Welcome back to Second Thought, where we think about the zeitgeist, then think about it some more. This week, three 22-year-olds became the youngest billionaires in history. How? Artificial intelligence, of course. Where? Obviously, San Francisco—where I recently spent a few days hanging out with the young founders and builders trying to cash in on the AI boom.

Down the block from Elon Musk’s old house, about 10 minutes from San Francisco International Airport, there’s an 18,000-square-foot mansion with a pool, a bocce court, and a koi pond that absolutely no one is enjoying. That’s because the property—which is sprawling, lush, and gated—is the home to 10 or so young men and women who rarely step outside, because their worlds are on their monitors.

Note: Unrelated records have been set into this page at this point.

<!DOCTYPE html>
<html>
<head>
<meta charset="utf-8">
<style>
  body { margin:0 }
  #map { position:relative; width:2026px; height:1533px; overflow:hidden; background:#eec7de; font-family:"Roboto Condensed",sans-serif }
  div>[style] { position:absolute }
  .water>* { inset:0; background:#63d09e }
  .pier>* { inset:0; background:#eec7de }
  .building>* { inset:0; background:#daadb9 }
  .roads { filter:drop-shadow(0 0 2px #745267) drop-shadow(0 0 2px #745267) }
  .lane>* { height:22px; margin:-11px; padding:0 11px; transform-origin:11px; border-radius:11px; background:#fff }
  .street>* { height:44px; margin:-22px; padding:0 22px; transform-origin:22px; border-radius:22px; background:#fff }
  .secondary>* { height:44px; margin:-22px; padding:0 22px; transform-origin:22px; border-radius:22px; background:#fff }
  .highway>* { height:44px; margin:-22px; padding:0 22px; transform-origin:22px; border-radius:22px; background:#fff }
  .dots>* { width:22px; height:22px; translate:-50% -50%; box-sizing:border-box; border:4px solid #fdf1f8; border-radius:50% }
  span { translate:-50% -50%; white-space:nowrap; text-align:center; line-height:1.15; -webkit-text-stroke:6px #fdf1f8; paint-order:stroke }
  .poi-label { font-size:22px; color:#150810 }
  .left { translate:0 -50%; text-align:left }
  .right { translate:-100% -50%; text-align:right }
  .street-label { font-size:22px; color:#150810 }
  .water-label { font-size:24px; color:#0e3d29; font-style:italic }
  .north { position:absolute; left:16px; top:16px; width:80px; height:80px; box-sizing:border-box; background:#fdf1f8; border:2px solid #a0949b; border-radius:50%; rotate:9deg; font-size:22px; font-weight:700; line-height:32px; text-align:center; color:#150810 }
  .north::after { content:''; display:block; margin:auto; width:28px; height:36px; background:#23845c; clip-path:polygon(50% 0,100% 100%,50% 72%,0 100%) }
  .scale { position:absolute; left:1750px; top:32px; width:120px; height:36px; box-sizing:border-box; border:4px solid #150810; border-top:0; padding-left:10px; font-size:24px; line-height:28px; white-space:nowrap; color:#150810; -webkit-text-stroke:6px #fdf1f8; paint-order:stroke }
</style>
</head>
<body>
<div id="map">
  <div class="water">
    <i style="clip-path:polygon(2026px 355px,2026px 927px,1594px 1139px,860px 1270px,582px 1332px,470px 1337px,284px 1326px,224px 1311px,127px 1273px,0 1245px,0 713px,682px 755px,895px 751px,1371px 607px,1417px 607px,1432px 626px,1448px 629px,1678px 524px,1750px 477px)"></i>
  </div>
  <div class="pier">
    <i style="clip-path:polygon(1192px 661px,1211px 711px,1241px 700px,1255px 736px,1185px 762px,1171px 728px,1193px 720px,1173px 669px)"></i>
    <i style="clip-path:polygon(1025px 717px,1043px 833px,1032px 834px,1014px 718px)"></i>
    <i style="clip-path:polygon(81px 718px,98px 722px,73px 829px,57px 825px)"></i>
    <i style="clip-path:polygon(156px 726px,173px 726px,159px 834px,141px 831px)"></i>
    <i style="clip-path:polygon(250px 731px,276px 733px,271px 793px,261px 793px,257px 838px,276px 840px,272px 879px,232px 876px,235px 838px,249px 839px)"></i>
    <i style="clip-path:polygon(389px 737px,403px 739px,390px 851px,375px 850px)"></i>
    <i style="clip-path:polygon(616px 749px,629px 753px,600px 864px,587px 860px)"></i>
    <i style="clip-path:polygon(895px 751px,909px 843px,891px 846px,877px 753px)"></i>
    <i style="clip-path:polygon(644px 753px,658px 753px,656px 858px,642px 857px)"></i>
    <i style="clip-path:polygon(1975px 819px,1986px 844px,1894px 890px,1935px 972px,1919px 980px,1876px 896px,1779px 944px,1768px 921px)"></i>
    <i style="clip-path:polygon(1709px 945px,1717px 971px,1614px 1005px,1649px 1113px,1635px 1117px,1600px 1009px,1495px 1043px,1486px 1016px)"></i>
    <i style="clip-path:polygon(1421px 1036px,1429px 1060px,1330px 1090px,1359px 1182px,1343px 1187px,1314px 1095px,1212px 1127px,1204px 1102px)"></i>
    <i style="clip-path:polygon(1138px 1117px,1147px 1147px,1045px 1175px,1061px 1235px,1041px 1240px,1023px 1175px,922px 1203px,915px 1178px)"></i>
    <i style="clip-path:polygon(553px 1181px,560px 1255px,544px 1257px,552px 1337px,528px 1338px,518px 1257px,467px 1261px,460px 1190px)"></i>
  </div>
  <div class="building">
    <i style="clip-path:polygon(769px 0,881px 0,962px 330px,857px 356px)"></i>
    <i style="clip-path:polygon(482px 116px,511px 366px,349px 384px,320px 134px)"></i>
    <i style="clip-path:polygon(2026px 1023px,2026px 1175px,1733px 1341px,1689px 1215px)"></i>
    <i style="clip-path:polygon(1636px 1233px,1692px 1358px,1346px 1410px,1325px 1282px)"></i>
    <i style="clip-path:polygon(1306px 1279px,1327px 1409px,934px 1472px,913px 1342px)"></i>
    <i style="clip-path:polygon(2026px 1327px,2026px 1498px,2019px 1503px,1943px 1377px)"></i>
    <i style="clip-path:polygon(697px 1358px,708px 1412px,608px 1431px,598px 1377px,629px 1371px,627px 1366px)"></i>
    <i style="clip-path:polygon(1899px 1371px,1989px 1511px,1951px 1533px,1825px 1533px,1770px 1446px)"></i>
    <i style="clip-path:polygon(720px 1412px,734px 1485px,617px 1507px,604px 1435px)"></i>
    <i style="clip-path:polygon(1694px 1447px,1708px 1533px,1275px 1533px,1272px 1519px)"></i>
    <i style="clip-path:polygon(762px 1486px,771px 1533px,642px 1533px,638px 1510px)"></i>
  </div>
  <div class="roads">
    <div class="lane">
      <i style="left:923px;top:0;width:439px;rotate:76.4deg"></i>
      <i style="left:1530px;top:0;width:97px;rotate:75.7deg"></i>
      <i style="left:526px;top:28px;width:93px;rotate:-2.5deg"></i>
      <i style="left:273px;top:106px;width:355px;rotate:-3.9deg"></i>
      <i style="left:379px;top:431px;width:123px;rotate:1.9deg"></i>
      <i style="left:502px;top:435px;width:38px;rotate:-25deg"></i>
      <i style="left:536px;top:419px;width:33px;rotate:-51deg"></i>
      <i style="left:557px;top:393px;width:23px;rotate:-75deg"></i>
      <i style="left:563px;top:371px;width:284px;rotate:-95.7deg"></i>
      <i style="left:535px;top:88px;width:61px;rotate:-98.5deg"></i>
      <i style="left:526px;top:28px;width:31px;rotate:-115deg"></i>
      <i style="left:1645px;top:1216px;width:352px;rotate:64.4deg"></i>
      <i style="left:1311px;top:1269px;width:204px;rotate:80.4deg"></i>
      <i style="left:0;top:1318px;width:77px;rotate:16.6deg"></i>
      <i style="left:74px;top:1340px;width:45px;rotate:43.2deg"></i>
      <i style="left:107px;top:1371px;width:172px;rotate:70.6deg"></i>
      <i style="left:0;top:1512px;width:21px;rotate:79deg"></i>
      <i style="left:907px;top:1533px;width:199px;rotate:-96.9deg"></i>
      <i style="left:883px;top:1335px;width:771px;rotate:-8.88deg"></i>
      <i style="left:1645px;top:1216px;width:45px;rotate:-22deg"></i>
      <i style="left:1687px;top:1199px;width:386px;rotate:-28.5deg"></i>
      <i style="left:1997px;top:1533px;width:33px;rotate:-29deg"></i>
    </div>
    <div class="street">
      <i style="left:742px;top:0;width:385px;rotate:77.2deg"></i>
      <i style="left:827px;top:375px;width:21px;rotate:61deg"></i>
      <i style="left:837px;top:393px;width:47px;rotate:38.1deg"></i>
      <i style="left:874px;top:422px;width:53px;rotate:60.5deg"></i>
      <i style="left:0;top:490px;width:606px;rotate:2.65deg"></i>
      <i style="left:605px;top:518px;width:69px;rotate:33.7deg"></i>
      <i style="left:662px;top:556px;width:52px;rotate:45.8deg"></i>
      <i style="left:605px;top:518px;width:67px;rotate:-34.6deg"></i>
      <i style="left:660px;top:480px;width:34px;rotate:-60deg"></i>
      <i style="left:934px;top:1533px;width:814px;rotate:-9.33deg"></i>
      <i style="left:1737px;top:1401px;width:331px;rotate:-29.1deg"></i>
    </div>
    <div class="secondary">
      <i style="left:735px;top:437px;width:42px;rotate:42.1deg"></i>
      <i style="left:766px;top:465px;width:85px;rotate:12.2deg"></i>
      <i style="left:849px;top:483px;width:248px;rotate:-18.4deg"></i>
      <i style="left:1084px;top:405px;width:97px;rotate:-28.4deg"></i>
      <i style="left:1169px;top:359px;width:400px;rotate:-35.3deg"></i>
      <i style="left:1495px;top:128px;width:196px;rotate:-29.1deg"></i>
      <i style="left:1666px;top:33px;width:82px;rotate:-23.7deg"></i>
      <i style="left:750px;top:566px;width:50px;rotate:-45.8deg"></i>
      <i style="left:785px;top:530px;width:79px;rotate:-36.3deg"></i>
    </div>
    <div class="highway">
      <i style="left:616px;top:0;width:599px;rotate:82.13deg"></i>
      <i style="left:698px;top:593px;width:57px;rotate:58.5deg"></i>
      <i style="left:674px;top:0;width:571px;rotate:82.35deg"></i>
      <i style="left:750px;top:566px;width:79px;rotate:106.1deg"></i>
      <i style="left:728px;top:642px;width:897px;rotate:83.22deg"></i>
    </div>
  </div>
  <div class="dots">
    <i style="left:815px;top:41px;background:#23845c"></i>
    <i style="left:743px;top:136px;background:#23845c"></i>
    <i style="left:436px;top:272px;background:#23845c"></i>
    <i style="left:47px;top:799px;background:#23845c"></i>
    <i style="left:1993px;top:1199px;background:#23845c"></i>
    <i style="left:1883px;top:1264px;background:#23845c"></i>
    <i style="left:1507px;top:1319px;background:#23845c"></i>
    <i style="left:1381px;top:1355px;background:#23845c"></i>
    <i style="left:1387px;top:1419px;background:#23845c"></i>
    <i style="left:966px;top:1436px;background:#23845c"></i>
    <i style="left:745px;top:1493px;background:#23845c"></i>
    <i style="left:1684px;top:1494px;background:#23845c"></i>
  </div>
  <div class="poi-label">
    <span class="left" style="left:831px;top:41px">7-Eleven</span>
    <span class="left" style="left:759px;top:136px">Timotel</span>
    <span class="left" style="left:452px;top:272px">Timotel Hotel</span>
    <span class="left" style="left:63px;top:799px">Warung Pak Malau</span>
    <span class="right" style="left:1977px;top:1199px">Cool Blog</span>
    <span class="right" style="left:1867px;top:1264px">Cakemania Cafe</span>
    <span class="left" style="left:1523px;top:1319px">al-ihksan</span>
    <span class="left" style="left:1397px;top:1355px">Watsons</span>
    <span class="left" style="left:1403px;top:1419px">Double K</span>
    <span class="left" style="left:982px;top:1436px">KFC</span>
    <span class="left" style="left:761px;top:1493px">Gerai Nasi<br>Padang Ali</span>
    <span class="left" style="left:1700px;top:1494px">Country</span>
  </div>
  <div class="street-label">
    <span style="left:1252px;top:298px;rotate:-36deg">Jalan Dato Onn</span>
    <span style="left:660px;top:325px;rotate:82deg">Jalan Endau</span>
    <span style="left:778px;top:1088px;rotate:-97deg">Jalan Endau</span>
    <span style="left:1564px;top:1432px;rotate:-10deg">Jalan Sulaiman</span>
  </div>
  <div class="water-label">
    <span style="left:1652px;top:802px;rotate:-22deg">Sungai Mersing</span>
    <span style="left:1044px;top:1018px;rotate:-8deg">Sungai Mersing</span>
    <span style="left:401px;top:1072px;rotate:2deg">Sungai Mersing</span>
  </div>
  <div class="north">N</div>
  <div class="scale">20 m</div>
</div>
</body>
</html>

They call the place AGI House—as in, artificial general intelligence, a hypothetical point where machines can outdo humans in all mental tasks—and here, wannabe tech titans sweat over their ideas for companies, attend networking events, sit through research summits on agenticism, and decline alcohol at happy hours—they’re there to discuss cybersecurity.

Essentially, it’s the Playboy Mansion for nerds.

The house is rented by Rocky Yu, a local real estate agent who runs AGI House. Jeremy Nixon, who has since splintered off to start another AGI House, was an early resident there. He and Yu are currently in a legal battle over who came up with the name. But that’s by the by. Today, standing in a grand dining room that’s been refigured with rows of cheap tables and dozens of chairs, Josh Payne, one of the original residents, tells me that AGI House is dipping its toe into incubation.

For the hundredth time since I had arrived in San Francisco just three hours before, I had to ask: What does that mean?